Il aurait fallu sauver le soldat Mellish (spoilers non cachés)


1998-2018



J'ai vu ce film alors que j'était enfant, à a sa sortie.
J'avais un souvenir d'un bon film qui dénonce la guerre et de soldats innocents qui appellent leur mère au seuil de la mort, comme des enfants (qu'ils sont encore).


Ca c'est toujours aussi violent et fort. Les larmes viennent, intensément.
Le film frontalement parle de cet aspect de la guerre, hors de la glorifiction virile de héros déshumanisés. C'est un vrai film humaniste qui ne se loupe pas en montrant que les trois quart des gars étaient encore des adolescents à peine sortis des jupes de leur maman.


Passé cela, le film débute et j'ai une angoisse.
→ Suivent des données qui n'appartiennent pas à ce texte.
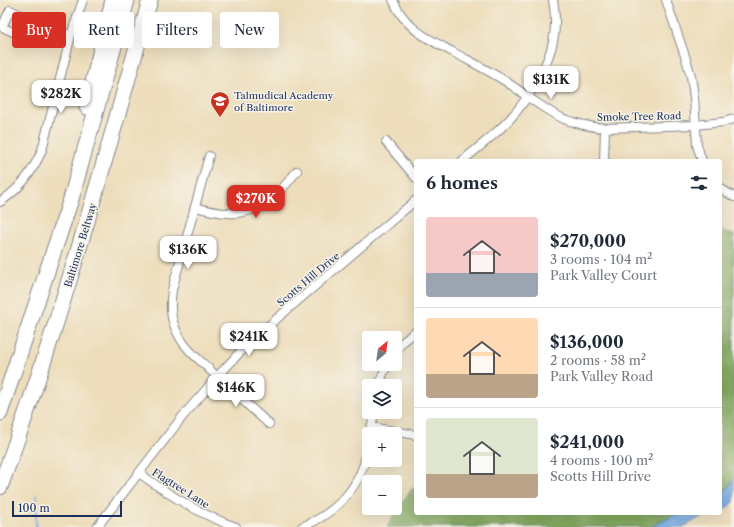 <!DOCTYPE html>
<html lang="en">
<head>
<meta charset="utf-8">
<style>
	body { margin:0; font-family:"Libre Caslon Text",serif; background:#f2f2f3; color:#1f2937; height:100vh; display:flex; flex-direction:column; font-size:15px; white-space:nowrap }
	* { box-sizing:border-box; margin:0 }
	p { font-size:13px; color:#747a83 }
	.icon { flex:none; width:22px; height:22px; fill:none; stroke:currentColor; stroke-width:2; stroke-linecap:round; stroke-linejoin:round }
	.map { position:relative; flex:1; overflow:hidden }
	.panel { position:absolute; left:414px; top:159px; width:308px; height:356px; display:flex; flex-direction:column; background:#fff; border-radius:4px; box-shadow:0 4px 16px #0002 }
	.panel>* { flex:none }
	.top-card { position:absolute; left:12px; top:12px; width:342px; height:36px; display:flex; gap:8px }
	.needle { width:26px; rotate:29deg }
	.buttons { position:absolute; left:362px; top:331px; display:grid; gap:8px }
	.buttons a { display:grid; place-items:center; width:40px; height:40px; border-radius:4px; background:#fff; box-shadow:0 4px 16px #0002; font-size:20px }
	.scale { position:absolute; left:12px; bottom:10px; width:110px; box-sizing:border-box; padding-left:4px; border:2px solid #1b2f5e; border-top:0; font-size:11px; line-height:14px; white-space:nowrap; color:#1b2f5e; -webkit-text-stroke:3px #f7f3e8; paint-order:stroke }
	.price { position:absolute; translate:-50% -34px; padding:0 9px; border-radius:8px; background:#fff; color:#222; font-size:13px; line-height:26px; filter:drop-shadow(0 1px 2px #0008) }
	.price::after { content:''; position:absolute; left:50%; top:24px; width:12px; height:9px; margin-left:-6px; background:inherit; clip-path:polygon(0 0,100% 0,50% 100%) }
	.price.active { background:#d93025; color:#fff }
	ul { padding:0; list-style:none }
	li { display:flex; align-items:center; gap:12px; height:100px; padding:0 12px }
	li+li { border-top:1px solid #e0e1e3 }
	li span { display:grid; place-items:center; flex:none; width:112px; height:80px; border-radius:4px; color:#555 }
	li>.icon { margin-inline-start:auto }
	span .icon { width:48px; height:48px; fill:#fffc; stroke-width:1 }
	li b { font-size:17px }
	h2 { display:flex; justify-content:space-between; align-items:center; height:48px; padding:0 12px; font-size:17px }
	.tag { padding:0 14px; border-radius:4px; background:#fff; box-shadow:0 4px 16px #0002; font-size:14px; line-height:36px }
	.tag.active { background:#d93025; color:#fff }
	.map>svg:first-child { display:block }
</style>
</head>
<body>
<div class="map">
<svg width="734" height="527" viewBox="0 0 734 527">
	<rect width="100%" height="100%" fill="#f7f3e8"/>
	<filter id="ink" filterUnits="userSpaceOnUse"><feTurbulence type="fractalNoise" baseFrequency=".025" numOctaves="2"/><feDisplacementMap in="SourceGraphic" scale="8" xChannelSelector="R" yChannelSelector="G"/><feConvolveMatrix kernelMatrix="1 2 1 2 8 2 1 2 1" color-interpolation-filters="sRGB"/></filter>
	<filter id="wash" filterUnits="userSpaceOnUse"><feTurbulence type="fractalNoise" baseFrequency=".012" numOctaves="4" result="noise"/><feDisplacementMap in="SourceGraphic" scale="16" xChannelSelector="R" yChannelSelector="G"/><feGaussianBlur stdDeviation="0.9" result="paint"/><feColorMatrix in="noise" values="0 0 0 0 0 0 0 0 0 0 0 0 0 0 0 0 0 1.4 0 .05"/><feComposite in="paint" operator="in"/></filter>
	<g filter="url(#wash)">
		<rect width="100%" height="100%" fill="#edddba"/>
		<!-- forest -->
		<path fill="#82a85e" stroke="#4e6c5e" d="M720 229 726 232 734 235V479L725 492 720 495Z
			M416 487V513H678L651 527H387L397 509 411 490Z"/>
		<!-- water -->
		<path fill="#77ace5" stroke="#496ea2" d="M734 479V502L723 511H720V495L725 492Z
			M678 513H715L703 516 683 527H651Z"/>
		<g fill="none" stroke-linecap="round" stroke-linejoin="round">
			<!-- stream -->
			<path stroke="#77ace5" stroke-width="2" d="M36 527V506L37 495"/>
		</g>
	</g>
	<g filter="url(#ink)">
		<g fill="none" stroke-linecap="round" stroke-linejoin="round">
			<defs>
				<path id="street" d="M393 0C405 28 426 38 451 51 469 61 488 70 505 81 524 93 542 109 564 119 577 124 591 127 605 128L696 125 723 122 734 119
					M666 0 686 59 691 76 694 97 697 145 702 161
					M25 17 17 34 2 27 10 10C30 19 50 30 71 35
					M386 142 416 178
					M209 156 172 290C170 305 170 318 177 332 183 346 196 357 207 367 227 387 248 405 269 424
					M462 161C479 147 496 134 510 119 521 107 529 95 537 81 552 54 559 32 553 0
					M604 161 605 128
					M720 188 734 197
					M0 202C21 188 32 173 42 150L71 35 83 0
					M195 207C206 210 217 213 228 213 260 215 279 194 297 171
					M395 352 403 342 416 331
					M379 386 383 374 388 364
					M371 427 416 435
					M371 431 374 412
					M139 473C171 496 199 514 236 527
					M97 527 183 416 217 377 242 350 267 327 416 200
					M302 527C331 515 354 494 364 464 366 456 367 447 369 439"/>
				<path id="highway" d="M87 107 113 0
					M0 413 71 199 127 0
					M0 487C59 327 104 164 150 0"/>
			</defs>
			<!-- street casing -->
			<use href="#street" stroke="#84868c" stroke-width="10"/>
			<!-- highway casing -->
			<use href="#highway" stroke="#84868c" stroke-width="17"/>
			<!-- street -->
			<use href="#street" stroke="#fff" stroke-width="8"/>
			<!-- highway -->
			<use href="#highway" stroke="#fff" stroke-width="15"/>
		</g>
	</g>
	<!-- icons -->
	<defs>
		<symbol id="school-pin" viewBox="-11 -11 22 30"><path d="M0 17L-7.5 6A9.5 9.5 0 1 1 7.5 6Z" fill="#c8321e" stroke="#f7f3e8"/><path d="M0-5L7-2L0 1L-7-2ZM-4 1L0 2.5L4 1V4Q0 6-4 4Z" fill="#fff"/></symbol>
	</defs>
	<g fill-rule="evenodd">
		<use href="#school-pin" x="209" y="90" width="22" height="30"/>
	</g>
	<g text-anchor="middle" stroke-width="3" stroke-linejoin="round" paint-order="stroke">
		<!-- poi labels -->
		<g font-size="10" fill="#1b2f5e" stroke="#f7f3e8" text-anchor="start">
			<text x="234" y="99">Talmudical Academy<tspan x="234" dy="12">of Baltimore</tspan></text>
		</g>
		<!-- street labels -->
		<g font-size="10" fill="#1b2f5e" stroke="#f7f3e8">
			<text transform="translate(639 116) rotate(-1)" y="4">Smoke Tree Road</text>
			<text transform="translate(80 245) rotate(-73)" y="4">Baltimore Beltway</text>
			<text transform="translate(308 279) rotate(-40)" y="4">Scotts Hill Drive</text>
			<text transform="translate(181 488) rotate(32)" y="4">Flagtree Lane</text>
		</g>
	</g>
</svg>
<div class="buttons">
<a><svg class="needle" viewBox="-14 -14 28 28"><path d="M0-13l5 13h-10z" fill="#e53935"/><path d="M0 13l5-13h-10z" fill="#747a83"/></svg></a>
<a><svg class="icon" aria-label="layers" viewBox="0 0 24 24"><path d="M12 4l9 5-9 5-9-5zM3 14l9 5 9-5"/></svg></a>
<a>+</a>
<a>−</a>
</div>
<div class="scale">100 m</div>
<b class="price" style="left:551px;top:100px">$131K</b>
<b class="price" style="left:61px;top:114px">$282K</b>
<b class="price active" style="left:256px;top:219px">$270K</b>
<b class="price" style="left:188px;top:270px">$136K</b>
<b class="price" style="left:249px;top:357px">$241K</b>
<b class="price" style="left:236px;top:408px">$146K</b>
<div class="top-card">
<a class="tag active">Buy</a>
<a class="tag">Rent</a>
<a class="tag">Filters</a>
<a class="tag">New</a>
</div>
<section class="panel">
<h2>6 homes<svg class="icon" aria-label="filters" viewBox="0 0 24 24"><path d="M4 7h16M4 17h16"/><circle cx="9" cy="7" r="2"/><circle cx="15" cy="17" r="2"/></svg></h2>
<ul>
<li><span style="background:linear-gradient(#f6c9c9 70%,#9aa5b1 0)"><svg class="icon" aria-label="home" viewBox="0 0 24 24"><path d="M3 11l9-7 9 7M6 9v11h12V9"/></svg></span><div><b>$270,000</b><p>3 rooms · 104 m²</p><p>Park Valley Court</p></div></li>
<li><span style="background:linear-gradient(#ffd9b3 70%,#b9a48a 0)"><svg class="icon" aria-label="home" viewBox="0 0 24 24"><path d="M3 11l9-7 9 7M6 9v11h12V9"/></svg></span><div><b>$136,000</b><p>2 rooms · 58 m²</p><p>Park Valley Road</p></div></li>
<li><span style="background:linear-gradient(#dfe7d0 70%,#b9a48a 0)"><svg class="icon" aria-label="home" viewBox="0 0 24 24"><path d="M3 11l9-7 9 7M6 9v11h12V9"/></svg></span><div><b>$241,000</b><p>4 rooms · 100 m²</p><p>Scotts Hill Drive</p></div></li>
</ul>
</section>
</div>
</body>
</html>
Je sais qu'une scène encore plus atroce va arrive.


Le souvenir d'un SS sadique qui poignarde un soldat américain.


Je ne sais plus lequel c'est et comment cela va se passer.


En revoyant le film, lorsque Steamboat Willie est sauvé, je me dit "hum c'est lui, c'est lui qui va tuer... euh... lequel? Enfin non, j'espère que c'est pas lui.. car l'idée que l'épargner était mal, je n'aime pas cette idée..."


Le film continue, les gars cherchant Ryan... je m'attache un peu à Upham, le jeune homme fragile et pacifiste, qui parle allemand et qui semble terrifié à l'idée de devoir tuer un mec. Plutôt poétique et antimilitariste, il n'est pas là pour tuer du bosch.


Puis vient la veille de l'ambuscade.


Mellish a posé les munitions autour du cou de Upham. Il l'a chargé d'une mission, approvisionner, l'aider à tuer les nazi. Mellish est juif, courageux et il est venu venger les siens.
Il sait pourquoi il est là et il compte sur Upham (qui lui ne semble pas savoir)

afin de l'aider à accomplir sa mission.


Et puis, la scène arrive. On y croit.
On a hate de voir Mellish dégommer le SS.


Mais Upham a trop peur. Il monte les marches d'une manière invraisemblablement lente. Il n'est pas prêt à agir, trancher, tuer de l'allemand. Lui qui parle allemand, lui qui n'est pas juif. Il est lent, très lent. C'est affreux. On a envie de lui botter le cul, on sait qu'il peut y arriver. Il est armé et il n'est pas loin! Mais il n'y va pas, et ralenti encore comme pétrifié. Il laisse Mellish mourir poignardé au coeur par un SS. Pas assez préparé au combat? C'est sûr. Mais pas que.



Une mort qui en dit long



La mort de Mellish n'est pas que la mort d'un soldat. C'est la mort d'un soldat juif.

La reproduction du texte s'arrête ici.